Portrait of Augustine of Hippo by Philippe de Champaigne.(View Larger)
Tiffany stained-glass window of St. Augustine, in the Lightner Museum, St. Augustine, Florida.(View Larger)
In his preface to a corrected version of Aurelius Augustinus's (Augustine of Hippo's) De arte praedicandi (Book IV of De doctrina christiana) printed in Strassburg by Johann Mentelin (ISTC no. ia01226000) an anonymous scholar described the value and difficulty of preparing as accurate a manuscript text as possible for printing, probably for the first time in any printed book:
"Nevertheless I have thought it by all means worthwhile that I should first expend much labour over what would be to the common utility of the Church: that I may have this most useful little book- worthy of all esteem - correct, in order that, after correction this way, I would be able to communicate it more usefully to all those wishing to have it. Therefore, as God is my witness, I have taken great pains in the correction of it, in such a way that I have sought out diligently all the copies which I have been able to discover for this purpose in any of the libraries in the school of Heidelberg, in Speyer and in Worms, and finally also in Strassburg. And since in the course of this I have learned by experience that that particular book of Augustine is rare to come by even in the great and well stocked libraries, and even rarer can it be had for copying from any of those same libraries; and also, what is worse, that when it can be found in there it is more rarely corrected or emended; on that account I have been moved to work most carefully to this end; that, according to my exemplar- now corrected at least by as much care and labour as I am capable of- the said little book can be multipled in this state, and in such a way that it may become rapidly and easily known in a short time, for the use of many and to the common advantage of the Church.
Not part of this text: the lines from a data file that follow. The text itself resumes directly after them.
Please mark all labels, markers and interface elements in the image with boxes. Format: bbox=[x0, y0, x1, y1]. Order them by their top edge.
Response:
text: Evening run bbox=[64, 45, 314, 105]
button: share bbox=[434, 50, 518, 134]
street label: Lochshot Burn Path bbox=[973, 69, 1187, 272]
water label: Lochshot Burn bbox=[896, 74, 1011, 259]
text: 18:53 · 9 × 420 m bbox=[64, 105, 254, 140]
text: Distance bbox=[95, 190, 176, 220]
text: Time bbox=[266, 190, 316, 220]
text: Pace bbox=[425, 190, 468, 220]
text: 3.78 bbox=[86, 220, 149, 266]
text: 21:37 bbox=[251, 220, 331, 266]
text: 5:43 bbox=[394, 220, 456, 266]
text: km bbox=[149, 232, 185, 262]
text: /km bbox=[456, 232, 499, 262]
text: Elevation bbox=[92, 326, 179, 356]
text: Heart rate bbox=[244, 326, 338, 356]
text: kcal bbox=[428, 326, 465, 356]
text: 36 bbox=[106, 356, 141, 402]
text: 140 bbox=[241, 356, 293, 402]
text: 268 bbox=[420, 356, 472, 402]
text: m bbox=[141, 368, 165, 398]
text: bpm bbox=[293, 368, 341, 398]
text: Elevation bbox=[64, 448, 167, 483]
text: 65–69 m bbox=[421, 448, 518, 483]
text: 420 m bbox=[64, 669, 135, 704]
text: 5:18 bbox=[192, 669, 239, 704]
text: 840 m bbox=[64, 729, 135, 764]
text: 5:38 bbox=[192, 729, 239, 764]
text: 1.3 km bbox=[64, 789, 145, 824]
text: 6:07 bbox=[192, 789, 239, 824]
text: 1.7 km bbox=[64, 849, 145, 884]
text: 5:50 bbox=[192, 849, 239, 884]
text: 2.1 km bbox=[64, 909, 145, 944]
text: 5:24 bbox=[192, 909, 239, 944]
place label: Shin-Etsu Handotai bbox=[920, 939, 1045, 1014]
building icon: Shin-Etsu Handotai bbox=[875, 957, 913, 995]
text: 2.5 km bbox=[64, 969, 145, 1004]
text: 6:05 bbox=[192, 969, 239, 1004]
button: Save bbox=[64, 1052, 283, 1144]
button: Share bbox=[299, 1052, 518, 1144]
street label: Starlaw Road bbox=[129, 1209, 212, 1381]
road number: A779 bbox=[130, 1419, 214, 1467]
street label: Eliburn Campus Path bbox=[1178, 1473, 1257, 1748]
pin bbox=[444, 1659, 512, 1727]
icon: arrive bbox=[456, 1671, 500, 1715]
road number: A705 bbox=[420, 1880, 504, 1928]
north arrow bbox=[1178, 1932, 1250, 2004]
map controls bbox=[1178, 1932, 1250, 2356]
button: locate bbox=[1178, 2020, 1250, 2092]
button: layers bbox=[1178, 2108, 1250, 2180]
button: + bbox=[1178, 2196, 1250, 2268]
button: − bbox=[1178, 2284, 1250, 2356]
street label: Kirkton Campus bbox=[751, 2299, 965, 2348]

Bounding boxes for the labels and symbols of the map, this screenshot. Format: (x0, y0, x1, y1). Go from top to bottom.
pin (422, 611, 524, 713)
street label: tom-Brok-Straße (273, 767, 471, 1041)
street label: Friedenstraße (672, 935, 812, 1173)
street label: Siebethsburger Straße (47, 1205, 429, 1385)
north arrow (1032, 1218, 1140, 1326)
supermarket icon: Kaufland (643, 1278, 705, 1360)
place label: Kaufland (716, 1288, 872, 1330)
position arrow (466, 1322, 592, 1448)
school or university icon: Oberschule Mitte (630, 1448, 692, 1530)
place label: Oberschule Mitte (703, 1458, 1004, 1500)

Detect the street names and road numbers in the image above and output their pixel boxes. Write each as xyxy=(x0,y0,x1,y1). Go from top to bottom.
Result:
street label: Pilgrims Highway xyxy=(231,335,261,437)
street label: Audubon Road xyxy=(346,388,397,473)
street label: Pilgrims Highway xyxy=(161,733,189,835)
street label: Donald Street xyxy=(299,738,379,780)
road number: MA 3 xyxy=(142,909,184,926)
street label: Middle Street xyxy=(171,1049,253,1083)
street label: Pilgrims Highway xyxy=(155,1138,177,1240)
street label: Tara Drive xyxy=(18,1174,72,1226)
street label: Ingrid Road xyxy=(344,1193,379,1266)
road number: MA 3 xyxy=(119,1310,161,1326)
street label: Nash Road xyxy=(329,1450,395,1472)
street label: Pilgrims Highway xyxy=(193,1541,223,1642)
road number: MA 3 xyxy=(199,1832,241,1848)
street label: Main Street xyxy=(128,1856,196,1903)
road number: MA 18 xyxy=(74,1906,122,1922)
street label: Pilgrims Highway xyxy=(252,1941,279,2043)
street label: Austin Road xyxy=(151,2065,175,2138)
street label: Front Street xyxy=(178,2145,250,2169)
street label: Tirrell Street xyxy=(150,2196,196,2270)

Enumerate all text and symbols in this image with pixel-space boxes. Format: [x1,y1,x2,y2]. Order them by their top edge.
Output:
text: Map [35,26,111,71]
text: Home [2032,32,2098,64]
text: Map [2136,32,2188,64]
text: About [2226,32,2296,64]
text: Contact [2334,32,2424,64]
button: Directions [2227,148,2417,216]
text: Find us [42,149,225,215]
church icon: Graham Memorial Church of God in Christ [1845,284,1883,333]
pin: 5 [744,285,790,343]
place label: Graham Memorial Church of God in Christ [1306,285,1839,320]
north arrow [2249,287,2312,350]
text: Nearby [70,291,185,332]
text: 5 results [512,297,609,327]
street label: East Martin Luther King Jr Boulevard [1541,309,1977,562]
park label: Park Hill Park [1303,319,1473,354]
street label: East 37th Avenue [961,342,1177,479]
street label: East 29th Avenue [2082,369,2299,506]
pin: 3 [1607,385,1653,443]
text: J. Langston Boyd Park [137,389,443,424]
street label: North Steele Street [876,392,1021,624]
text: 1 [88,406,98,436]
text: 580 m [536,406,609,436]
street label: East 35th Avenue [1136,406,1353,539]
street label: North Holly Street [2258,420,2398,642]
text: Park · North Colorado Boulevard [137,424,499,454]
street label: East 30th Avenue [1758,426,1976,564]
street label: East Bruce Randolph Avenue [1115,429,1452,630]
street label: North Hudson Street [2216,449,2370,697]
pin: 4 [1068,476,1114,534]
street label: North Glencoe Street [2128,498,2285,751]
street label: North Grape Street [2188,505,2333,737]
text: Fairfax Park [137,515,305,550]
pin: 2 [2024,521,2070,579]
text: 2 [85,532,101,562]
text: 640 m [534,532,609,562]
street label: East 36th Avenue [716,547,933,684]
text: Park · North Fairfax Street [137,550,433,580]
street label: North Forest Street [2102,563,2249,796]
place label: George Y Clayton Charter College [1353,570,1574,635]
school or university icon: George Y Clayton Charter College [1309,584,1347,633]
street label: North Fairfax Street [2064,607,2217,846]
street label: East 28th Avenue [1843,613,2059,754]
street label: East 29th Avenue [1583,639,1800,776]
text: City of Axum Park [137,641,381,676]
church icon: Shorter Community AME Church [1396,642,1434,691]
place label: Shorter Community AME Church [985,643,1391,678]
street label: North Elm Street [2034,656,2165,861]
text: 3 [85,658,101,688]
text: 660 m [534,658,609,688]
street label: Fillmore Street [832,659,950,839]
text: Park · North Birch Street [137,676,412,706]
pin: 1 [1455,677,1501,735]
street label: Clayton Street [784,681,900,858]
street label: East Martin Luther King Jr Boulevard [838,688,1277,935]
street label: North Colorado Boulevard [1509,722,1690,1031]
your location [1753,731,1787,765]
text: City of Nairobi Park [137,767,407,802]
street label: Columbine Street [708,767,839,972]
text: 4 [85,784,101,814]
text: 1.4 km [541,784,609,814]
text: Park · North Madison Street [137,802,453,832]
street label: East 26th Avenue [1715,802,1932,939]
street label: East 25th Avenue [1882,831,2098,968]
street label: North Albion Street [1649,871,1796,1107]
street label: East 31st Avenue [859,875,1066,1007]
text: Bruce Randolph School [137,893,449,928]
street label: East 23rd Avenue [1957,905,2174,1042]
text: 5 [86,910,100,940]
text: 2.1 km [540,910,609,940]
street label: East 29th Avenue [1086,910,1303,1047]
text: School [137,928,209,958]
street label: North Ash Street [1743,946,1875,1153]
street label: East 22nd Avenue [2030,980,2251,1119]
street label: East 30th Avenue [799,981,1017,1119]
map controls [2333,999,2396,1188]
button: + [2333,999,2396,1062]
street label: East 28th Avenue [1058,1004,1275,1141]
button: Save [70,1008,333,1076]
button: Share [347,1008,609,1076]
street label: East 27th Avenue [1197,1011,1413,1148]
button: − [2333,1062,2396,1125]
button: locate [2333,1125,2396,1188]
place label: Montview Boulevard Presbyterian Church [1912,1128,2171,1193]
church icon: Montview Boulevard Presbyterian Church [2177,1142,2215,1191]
On account of which, since I judged that this could not be done more expeditiously by any other method or means, I have persuaded by every means that discreet gentleman Johann Mentelin, inhabitant of Strassburg, master of the art of typography, to the end that the might see fit to undertake the responsibily and toil of multiplying this little book by means of printing, having my copy before his eyes. . . ." (M.B. Parkes, Introduction to Peter Ganz (ed) The Role of the Book in Medieval Culture  15-16).